> **Problem to work on**
Using the entries below, copy out all lines where "Give" is found.

> **Record excerpts**
........

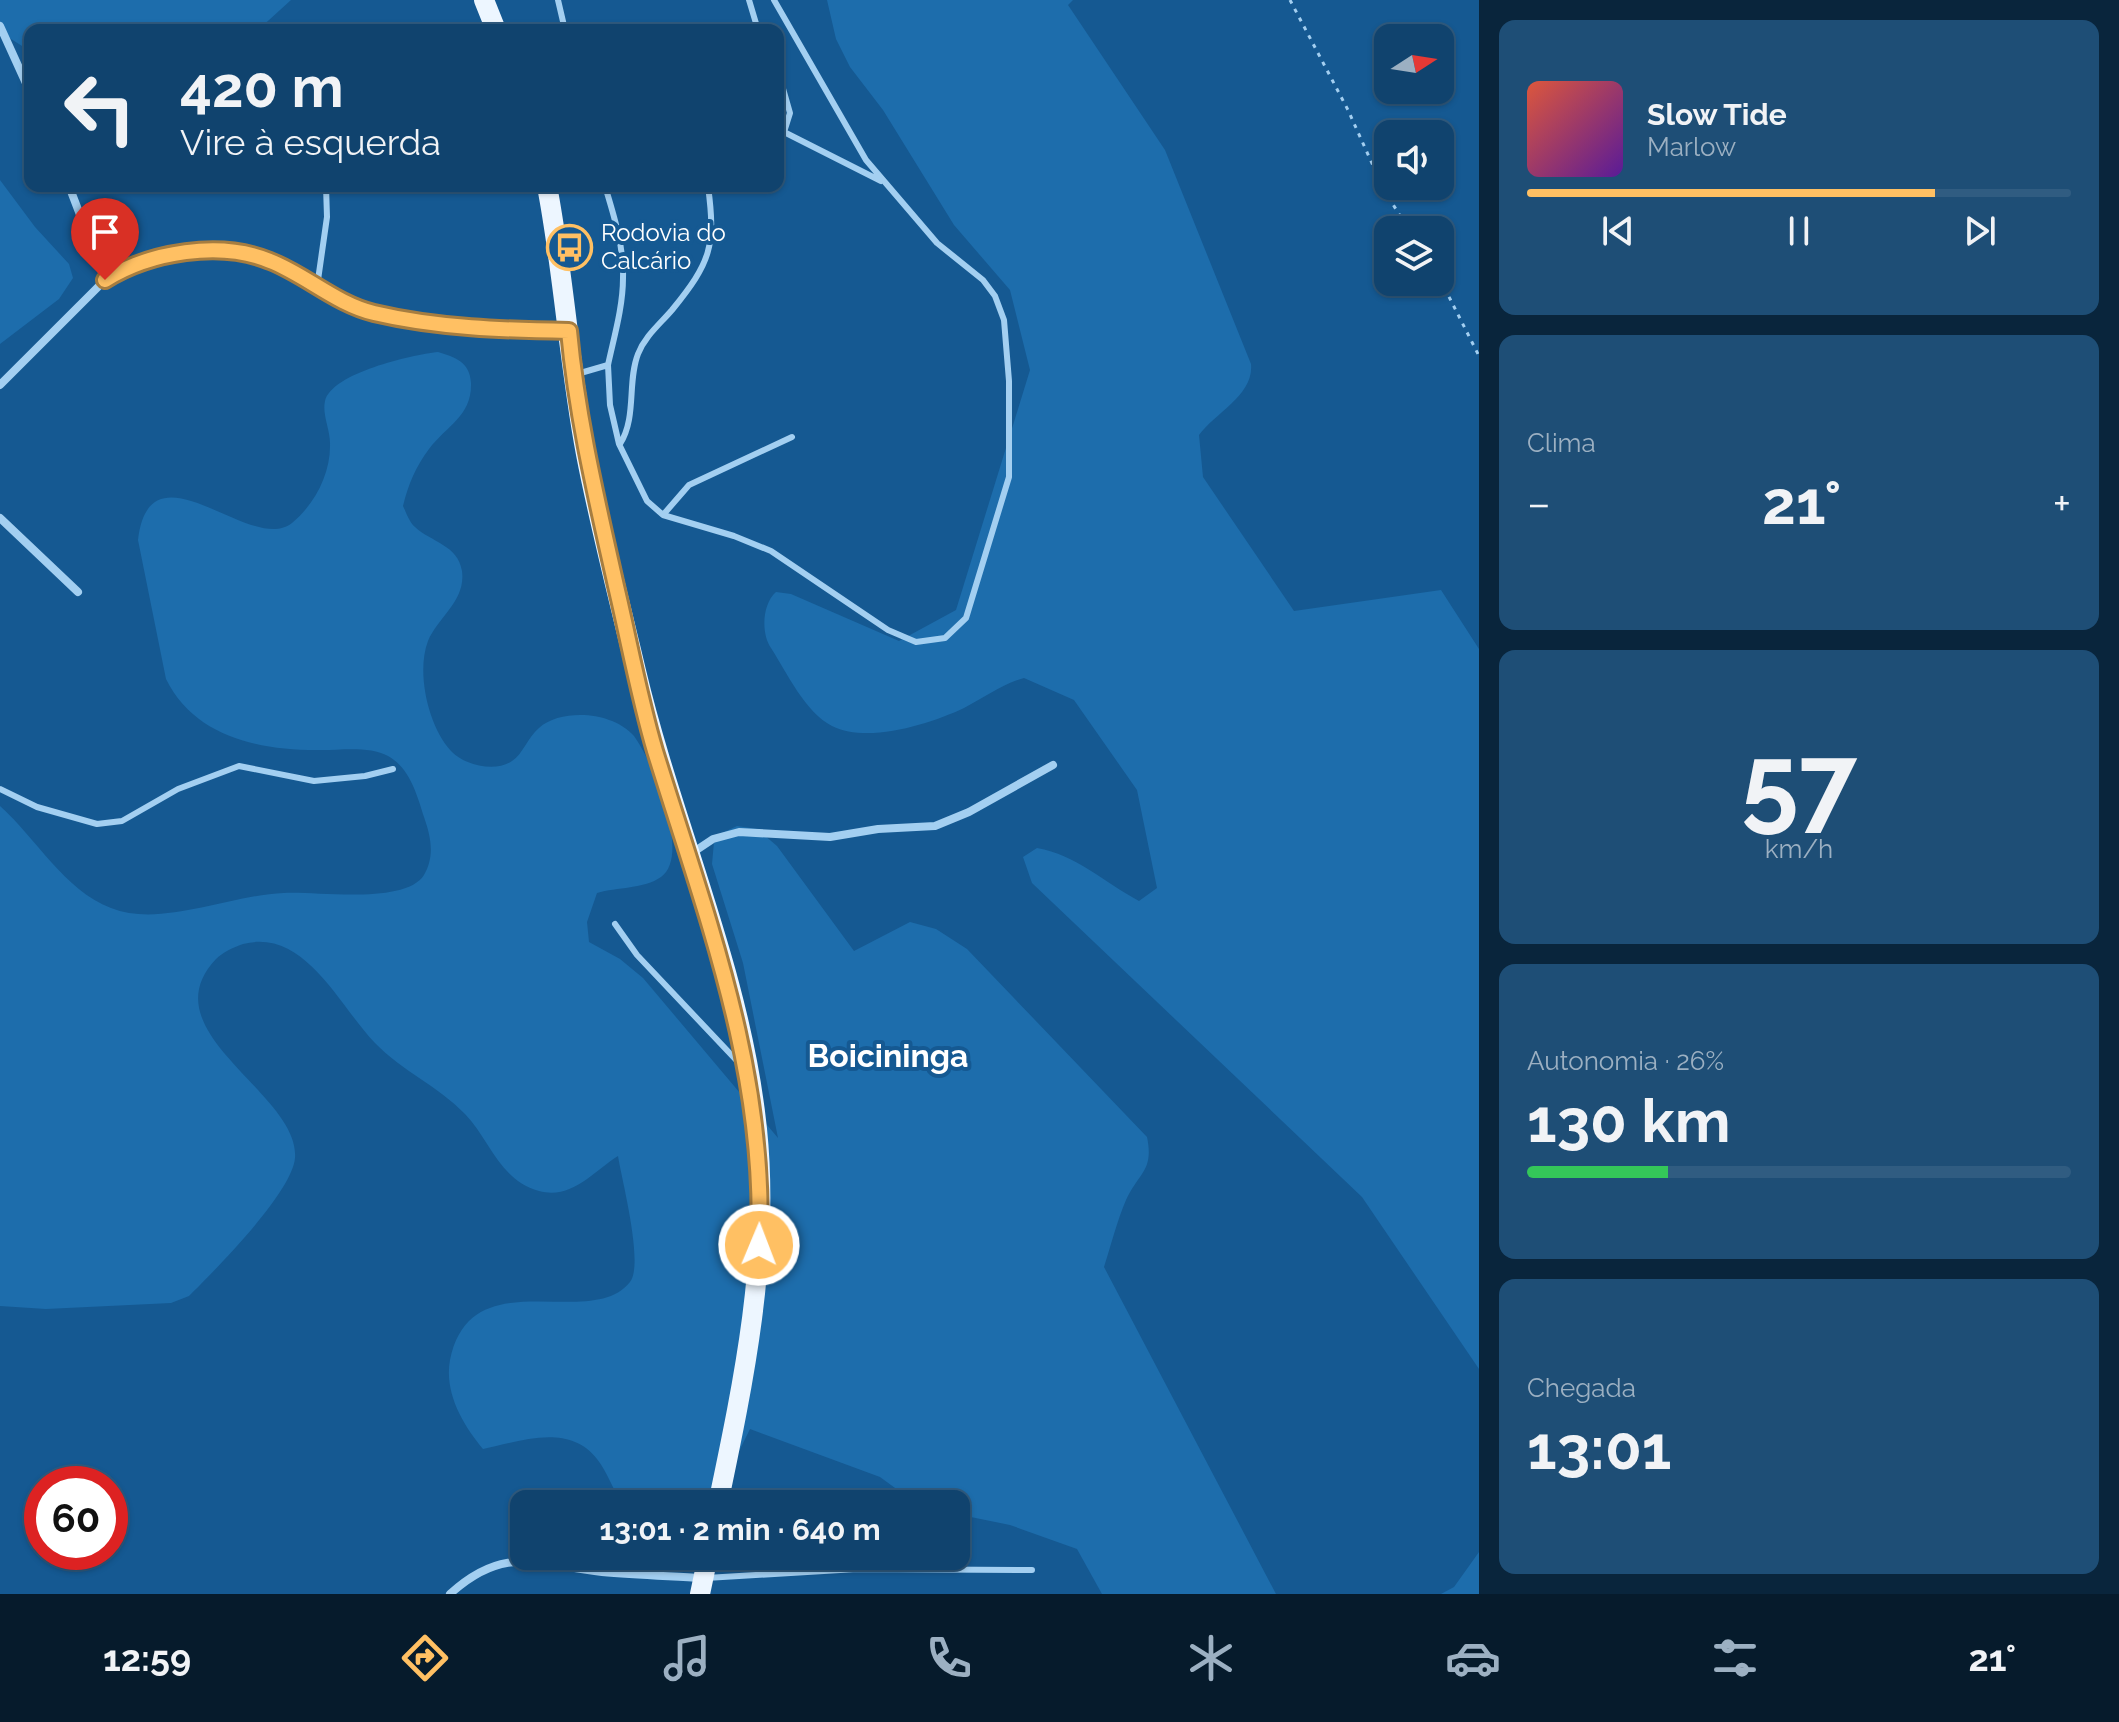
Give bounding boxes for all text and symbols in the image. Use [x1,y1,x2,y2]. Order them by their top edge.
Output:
north arrow [1374,24,1454,104]
map controls [1374,24,1454,296]
text: 420 m [180,54,344,120]
icon: left [48,56,152,160]
text: Slow Tide [1647,97,1787,132]
button: sound [1374,120,1454,200]
text: Vire à esquerda [180,121,441,163]
text: Marlow [1647,132,1736,162]
pin [71,198,139,280]
icon: previous [1596,209,1640,253]
icon: pause [1777,209,1821,253]
icon: next [1958,209,2002,253]
icon: arrive [83,210,127,254]
button: layers [1374,216,1454,296]
place label: Rodovia do Calcário [601,218,726,275]
bus stop icon: Rodovia do Calcário [546,223,594,271]
text: Clima [1527,428,1596,458]
text: 21° [1762,468,1841,538]
text: − [1527,478,1551,529]
text: + [2053,478,2071,529]
text: 57 [1741,721,1857,843]
text: km/h [1765,834,1833,864]
district label: Boicininga [808,1037,969,1074]
text: Autonomia · 26% [1527,1046,1724,1076]
text: 130 km [1527,1086,1731,1156]
position arrow [717,1203,801,1287]
text: Chegada [1527,1373,1636,1403]
text: 13:01 [1527,1413,1671,1483]
speed limit sign: 60 [24,1466,128,1570]
text: 13:01 · 2 min · 640 m [599,1512,881,1547]
icon: directions [397,1630,453,1686]
icon: music [659,1630,715,1686]
icon: phone [921,1630,977,1686]
icon: climate [1183,1630,1239,1686]
icon: car [1445,1630,1501,1686]
icon: filters [1707,1630,1763,1686]
text: 12:59 [103,1637,191,1679]
text: 21° [1968,1637,2016,1679]

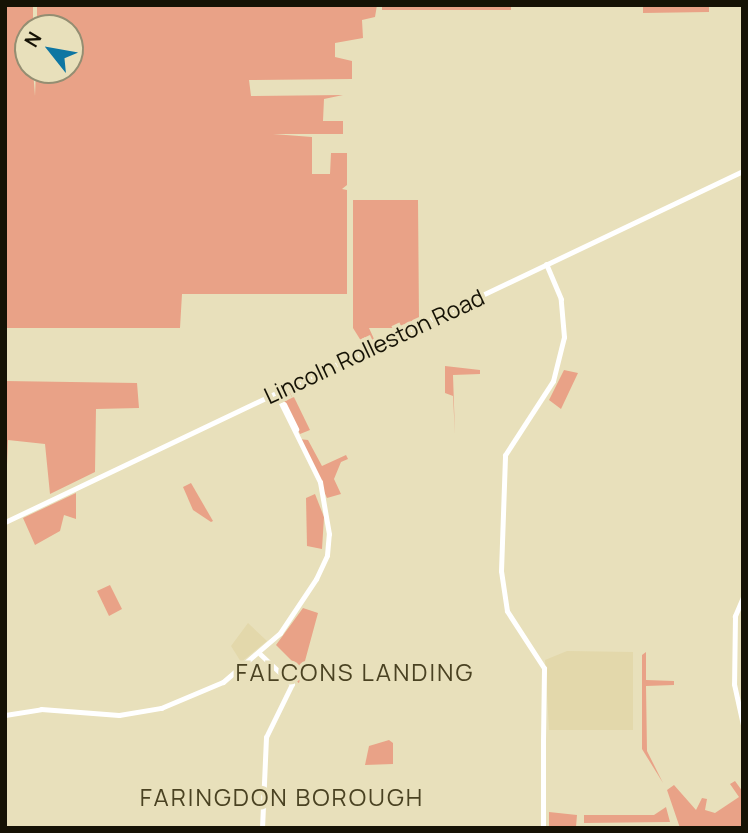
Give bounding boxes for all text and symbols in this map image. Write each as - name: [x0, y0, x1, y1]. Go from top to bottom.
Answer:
- north arrow: [14, 14, 84, 84]
- text: N: [18, 27, 47, 52]
- street label: Lincoln Rolleston Road: [259, 283, 489, 409]
- district label: FALCONS LANDING: [237, 658, 473, 686]
- district label: FARINGDON BOROUGH: [142, 783, 422, 811]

........

> **Answer box**
Give bounding boxes for all text and symbols in the image. Use [x1,y1,x2,y2]. Order them by their top edge.
Give bounding boxes for all text and symbols in this map image. Write each as - name: [x0, y0, x1, y1]. Go from top to bottom.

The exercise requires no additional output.